Victor Davis Hanson, a senior fellow at the Hoover Institution, told Newsmax Wednesday that the killing of Turning Point USA founder and CEO Charlie Kirk marked a political turning point, saying it had "crossed the Rubicon."
Kirk, a conservative activist and close ally of President Donald Trump who played an influential role in rallying young Republican voters, was shot and killed Wednesday at a Utah college event in what the governor called a political assassination carried out from a rooftop.
"It was something that we don't see in the United States. And that is Charlie Kirk wasn't just a brilliant political activist and organizer, but he was also a journalist and media figure," Hanson said during an appearance on "Finnerty."
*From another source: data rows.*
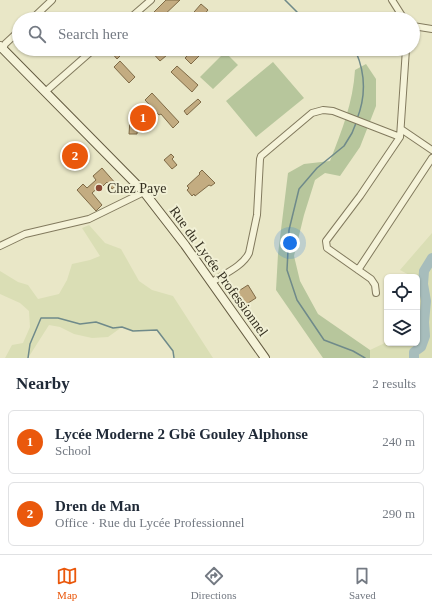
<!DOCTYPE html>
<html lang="en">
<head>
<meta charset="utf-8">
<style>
  :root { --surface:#fff; --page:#f2f2f3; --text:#1f2937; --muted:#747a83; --line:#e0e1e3; --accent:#ea580c }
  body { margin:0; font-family:Georgia,serif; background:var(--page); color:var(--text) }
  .controls { position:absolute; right:12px; bottom:12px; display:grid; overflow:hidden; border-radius:6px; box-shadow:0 1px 3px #0004 }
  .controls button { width:36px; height:36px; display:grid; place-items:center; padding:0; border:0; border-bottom:1px solid var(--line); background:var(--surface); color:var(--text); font:20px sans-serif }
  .you { position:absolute; left:290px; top:243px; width:14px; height:14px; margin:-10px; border:3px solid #fff; border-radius:50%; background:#1a73e8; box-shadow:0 0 0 6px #1a73e833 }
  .badge { display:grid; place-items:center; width:26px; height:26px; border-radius:50%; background:var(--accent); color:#fff; font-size:13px; font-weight:700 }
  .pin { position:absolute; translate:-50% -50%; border:2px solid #fff; box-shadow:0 1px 4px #0006 }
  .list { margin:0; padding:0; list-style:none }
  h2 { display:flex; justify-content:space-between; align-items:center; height:52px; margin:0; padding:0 16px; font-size:17px }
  h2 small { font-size:13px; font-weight:400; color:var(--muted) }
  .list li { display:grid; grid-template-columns:26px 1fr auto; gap:12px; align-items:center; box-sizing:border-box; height:64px; margin:0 8px 8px; padding:0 8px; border:1px solid var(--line); border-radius:6px }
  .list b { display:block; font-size:15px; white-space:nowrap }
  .list p { margin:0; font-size:13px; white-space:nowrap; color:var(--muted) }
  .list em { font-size:13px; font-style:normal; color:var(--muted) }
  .icon { flex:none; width:22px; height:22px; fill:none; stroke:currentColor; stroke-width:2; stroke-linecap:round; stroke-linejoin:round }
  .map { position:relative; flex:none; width:432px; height:358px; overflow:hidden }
  .search { position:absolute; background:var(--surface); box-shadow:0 1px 3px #0004; left:12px; right:12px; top:12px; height:44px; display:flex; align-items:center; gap:10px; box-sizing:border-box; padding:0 14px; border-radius:22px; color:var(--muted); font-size:15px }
  .sheet { height:196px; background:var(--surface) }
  nav { display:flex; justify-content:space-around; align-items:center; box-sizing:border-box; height:56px; border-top:1px solid var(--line); background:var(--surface); font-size:11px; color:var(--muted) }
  nav a { display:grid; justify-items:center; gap:2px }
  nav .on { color:var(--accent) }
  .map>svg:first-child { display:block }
</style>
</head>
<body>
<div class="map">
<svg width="432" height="358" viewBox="0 0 432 358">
  <rect width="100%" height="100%" fill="#e9e7c7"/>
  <path fill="#dadeb5" d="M89 225 105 243 121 249 139 281 152 290 173 296 213 358H174L173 351 157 330 133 331 122 327 108 337 92 338 74 334 60 327 49 325 28 358H5L12 345 23 343 30 327 29 311 20 303 0 294V271L18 282 28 285 38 299 59 294 67 280 72 264 90 260 100 256 82 228Z
    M432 233V358H370V350L387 342V343H417L418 303 417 277H413L400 270Z"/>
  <path fill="#b7c69c" d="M225 52 238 65 213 89 200 77Z
    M273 62 304 98 256 137 226 101Z
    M366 64 376 79V106L360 147 340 176 325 173 315 180 304 215 294 256 300 281 318 314 370 350V358H323L276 290 278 254 288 173 304 164 330 161C342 130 353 103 355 70Z"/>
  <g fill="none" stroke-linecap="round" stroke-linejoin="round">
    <path stroke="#6f8a8a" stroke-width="1.5" d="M285 0 298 13 305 19
      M338 49H339
      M349 49 356 52C366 75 366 96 357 119
      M356 123 352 133 344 146 317 168 299 189 289 230 287 270 297 300 324 340 353 351 365 358
      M28 358 30 344 41 318H58L80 324 96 322 113 328 122 327 133 331 157 330 173 351 174 358"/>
    <path stroke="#a7bdbc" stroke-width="10" d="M414 358V352L421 347 425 336 424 322 426 301 423 284 424 271 432 258"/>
  </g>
  <path fill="#c3ac81" stroke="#7f6b47" d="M166 0H180L160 19H147Z
    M201 4 208 10 200 19H188Z
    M115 49H127L117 59 111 52Z
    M149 49H161L167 55 160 61Z
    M193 50 199 56 191 64 185 58Z
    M120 61 135 77 129 83 114 67Z
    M177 66 198 85 192 92 171 72Z
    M152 93 179 122 173 128 161 114 159 115 145 100Z
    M198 99 201 102 187 115 184 111Z
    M130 120H138L137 134H129Z
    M171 154 174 157 172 159 177 165 172 169 164 160Z
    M102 168 117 185 112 189 107 182 101 188 100 186 92 193 102 205 96 211 77 190 83 184 87 188 96 180 93 176Z
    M202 170 215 183 211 186 209 185 195 196 194 194 192 196 187 190 189 188 187 186 200 174 199 173Z
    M248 285 256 298 245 305 237 292Z"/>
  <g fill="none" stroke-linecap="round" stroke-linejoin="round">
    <defs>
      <path id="street" d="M392 0 404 19
        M32 19 52 0
        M129 19 151 0
        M413 26 432 29
        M3 49 5 44 19 31
        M45 92 94 49
        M401 129 432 150
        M0 246 25 234 89 219 144 192
        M358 270 432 158
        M212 282C224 274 243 266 249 253L257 215 260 159 261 156 312 113 323 110 333 111 400 137
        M376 293 375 285 371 279 327 248 326 241 360 196 400 137 406 49"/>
      <path id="secondary" d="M0 46 144 192 185 245 265 358"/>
    </defs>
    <use href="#street" stroke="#827a5e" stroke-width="8"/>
    <use href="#secondary" stroke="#645b41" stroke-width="10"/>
    <use href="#street" stroke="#f5f3d9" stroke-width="6"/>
    <use href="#secondary" stroke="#f5f3d9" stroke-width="8"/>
  </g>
  <circle fill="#8b4935" stroke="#f1f0d5" stroke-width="1.5" cx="99" cy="188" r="4"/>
  <g text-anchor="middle" stroke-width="4" stroke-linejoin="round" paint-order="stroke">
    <g font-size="14" fill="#342f20" stroke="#f1f0d5" text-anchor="start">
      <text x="107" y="193">Chez Paye</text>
    </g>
    <g font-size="14" fill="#342f20" stroke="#f1f0d5">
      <text transform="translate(219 271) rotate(54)" y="5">Rue du Lycée Professionnel</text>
    </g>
  </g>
</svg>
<div class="controls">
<button><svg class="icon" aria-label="locate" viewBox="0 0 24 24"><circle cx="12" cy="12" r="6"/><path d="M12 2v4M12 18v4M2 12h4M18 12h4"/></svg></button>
<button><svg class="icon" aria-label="layers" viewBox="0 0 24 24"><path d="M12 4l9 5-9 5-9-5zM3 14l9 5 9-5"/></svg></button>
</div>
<div class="you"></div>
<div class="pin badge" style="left:143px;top:118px">1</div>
<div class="pin badge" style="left:75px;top:156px">2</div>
<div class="search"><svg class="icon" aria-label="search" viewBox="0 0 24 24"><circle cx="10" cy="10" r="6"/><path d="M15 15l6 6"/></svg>Search here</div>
</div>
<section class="sheet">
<h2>Nearby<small>2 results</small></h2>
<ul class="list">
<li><span class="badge">1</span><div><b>Lycée Moderne 2 Gbê Gouley Alphonse</b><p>School</p></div><em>240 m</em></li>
<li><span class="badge">2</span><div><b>Dren de Man</b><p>Office · Rue du Lycée Professionnel</p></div><em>290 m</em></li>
</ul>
</section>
<nav>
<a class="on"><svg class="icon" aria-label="map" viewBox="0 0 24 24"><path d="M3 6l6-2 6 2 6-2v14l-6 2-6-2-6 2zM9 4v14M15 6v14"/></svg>Map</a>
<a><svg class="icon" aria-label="directions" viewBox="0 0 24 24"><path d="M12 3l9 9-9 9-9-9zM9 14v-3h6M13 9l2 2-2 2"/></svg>Directions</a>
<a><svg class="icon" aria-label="saved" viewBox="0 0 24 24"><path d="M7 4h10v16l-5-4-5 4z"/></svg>Saved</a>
</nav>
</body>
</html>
"We see people take out media figures and journalists in Mexico and Europe, but we've crossed the Rubicon. This was an effort to silence somebody who was a commentator, was a writer, was a podcaster.
"And if you think about all of the various skills that he had in speaking and writing and organizing and registering people to vote, there really was no one under the age of 35 in the United States on the conservative side that are any side that had that ability."
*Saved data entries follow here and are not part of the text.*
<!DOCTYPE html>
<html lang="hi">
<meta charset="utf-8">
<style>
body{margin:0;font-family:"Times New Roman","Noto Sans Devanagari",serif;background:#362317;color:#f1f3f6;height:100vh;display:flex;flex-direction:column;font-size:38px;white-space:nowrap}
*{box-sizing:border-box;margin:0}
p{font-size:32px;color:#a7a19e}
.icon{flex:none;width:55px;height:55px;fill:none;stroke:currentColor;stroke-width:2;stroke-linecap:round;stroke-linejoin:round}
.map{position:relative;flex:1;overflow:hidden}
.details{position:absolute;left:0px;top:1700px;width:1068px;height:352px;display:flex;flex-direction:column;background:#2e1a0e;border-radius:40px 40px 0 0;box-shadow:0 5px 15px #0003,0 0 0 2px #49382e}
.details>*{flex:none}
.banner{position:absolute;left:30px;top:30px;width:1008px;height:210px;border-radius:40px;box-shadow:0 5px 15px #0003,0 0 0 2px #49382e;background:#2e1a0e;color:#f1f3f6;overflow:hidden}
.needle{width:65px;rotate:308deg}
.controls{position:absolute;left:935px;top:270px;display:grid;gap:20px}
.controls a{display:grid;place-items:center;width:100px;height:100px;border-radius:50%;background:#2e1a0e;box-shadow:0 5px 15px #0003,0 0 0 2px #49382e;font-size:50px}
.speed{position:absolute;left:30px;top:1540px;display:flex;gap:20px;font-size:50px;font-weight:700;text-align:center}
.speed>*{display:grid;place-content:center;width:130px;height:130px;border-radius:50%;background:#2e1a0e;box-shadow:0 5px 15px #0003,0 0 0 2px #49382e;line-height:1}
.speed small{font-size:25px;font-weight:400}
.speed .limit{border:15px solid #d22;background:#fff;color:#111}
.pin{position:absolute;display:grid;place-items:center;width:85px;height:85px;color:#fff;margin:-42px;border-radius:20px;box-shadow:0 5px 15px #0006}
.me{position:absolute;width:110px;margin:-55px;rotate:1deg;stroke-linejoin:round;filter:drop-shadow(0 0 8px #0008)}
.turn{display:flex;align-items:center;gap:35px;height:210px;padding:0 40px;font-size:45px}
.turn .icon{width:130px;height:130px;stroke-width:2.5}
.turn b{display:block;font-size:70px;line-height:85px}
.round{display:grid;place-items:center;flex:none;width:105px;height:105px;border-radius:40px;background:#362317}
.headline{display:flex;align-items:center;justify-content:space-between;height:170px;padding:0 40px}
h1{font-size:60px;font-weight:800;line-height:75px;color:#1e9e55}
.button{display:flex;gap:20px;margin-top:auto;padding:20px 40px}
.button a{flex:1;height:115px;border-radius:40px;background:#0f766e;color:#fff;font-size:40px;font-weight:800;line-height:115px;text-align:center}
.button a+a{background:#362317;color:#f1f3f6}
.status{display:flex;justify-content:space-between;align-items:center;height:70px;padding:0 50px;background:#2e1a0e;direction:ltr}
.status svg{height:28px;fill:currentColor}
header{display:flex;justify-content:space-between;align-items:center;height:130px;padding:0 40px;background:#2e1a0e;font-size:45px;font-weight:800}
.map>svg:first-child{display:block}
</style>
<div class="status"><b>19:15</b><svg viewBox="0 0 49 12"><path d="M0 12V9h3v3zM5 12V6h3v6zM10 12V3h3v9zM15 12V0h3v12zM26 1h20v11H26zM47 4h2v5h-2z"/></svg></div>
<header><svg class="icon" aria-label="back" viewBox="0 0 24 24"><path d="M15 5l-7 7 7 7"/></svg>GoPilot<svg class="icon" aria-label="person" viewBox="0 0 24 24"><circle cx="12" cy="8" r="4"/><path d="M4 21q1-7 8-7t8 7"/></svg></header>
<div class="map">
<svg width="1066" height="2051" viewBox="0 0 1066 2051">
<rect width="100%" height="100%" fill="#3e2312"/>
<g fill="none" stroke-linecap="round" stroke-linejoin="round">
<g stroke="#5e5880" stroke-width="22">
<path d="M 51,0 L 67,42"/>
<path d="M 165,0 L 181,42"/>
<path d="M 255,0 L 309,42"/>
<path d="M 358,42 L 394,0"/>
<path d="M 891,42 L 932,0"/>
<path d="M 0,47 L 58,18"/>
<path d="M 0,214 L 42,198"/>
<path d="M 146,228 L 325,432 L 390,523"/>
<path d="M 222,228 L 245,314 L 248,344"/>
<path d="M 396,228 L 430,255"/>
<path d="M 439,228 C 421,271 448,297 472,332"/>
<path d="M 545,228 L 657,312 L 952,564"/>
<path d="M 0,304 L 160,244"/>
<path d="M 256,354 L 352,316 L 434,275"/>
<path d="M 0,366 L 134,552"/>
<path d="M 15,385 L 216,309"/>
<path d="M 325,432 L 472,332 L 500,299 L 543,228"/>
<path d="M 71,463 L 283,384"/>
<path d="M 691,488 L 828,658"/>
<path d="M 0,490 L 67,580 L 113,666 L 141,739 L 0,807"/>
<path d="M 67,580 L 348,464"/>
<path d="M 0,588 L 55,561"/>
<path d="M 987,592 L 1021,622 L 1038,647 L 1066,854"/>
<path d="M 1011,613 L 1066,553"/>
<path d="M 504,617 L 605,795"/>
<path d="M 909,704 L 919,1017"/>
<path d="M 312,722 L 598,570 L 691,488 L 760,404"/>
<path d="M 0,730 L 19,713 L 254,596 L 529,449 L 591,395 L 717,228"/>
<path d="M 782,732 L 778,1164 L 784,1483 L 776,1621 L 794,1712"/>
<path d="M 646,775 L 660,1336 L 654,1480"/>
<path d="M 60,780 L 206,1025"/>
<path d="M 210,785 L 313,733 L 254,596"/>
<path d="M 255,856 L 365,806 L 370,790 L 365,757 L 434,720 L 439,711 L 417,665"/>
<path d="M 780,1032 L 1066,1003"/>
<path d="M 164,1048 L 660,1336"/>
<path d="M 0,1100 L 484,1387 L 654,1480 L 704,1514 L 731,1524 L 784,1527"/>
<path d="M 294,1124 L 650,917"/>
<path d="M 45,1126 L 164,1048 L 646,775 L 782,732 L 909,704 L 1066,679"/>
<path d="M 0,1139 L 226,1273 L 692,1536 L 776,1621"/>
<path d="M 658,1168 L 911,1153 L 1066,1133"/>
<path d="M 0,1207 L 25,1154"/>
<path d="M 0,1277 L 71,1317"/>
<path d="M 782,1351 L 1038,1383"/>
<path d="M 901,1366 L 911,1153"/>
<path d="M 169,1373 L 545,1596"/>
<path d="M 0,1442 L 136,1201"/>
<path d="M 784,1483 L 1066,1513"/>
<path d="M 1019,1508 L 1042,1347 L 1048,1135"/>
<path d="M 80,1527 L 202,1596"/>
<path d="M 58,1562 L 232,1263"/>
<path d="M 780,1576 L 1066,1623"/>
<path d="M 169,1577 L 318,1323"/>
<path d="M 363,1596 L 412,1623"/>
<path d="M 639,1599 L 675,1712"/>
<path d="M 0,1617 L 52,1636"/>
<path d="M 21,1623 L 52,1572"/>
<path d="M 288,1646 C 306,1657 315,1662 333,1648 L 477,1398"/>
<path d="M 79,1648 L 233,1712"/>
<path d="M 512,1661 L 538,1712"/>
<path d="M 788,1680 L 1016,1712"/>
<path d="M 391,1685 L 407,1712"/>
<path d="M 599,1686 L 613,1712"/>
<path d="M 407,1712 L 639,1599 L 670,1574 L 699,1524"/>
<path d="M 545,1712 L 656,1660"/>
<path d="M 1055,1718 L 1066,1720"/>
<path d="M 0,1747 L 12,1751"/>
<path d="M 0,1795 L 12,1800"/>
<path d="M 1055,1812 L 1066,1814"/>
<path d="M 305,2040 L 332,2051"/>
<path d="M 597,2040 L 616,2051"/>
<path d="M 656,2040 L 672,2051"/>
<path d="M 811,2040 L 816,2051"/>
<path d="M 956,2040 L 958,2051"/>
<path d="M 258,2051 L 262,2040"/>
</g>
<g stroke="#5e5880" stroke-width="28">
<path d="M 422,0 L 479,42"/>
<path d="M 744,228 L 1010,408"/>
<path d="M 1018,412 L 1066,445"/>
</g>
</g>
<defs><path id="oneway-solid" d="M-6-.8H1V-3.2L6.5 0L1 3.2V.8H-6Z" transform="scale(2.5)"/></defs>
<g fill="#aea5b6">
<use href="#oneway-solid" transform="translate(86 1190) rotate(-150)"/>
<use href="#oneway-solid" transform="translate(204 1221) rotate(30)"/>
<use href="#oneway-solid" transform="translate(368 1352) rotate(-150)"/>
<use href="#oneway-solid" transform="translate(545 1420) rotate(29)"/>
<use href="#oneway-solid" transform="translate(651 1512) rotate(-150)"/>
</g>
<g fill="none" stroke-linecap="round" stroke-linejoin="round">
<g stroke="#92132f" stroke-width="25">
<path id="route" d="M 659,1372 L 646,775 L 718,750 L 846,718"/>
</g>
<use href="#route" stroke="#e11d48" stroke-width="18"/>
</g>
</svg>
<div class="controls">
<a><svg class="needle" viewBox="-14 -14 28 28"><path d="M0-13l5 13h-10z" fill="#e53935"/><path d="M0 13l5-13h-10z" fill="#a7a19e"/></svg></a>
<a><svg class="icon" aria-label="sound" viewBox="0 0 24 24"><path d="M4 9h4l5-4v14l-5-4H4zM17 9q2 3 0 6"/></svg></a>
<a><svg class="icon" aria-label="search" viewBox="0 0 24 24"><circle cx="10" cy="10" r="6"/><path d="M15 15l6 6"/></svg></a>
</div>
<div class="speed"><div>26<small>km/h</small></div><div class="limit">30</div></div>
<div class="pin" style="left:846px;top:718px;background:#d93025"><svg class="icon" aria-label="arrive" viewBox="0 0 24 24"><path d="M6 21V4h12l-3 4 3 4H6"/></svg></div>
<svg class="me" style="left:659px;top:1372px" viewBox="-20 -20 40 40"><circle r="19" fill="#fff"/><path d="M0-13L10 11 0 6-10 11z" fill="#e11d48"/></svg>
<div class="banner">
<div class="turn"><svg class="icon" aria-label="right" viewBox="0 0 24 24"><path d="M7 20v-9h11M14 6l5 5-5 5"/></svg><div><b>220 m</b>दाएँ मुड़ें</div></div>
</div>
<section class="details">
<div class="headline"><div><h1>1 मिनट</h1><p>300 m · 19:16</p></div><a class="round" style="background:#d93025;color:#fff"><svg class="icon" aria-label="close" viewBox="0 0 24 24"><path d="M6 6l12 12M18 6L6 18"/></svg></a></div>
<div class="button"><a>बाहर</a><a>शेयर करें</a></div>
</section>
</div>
Hanson said Kirk was a "happy warrior" that the left wanted to destroy.
"And they did. And it was quite ironic, because I had just talked to him a few days earlier and I'd been on his podcast and afterwards we talked, and he was a happy warrior," he said.
"He was sort of like William F. Buckley. He wanted to meet and engage in people he didn't agree with. He didn't lose his temper, but he was very effective.
"And that's when he came to campus. I can't think any other conservative young person could get that many people at a campus, whether it's in Utah or anywhere else."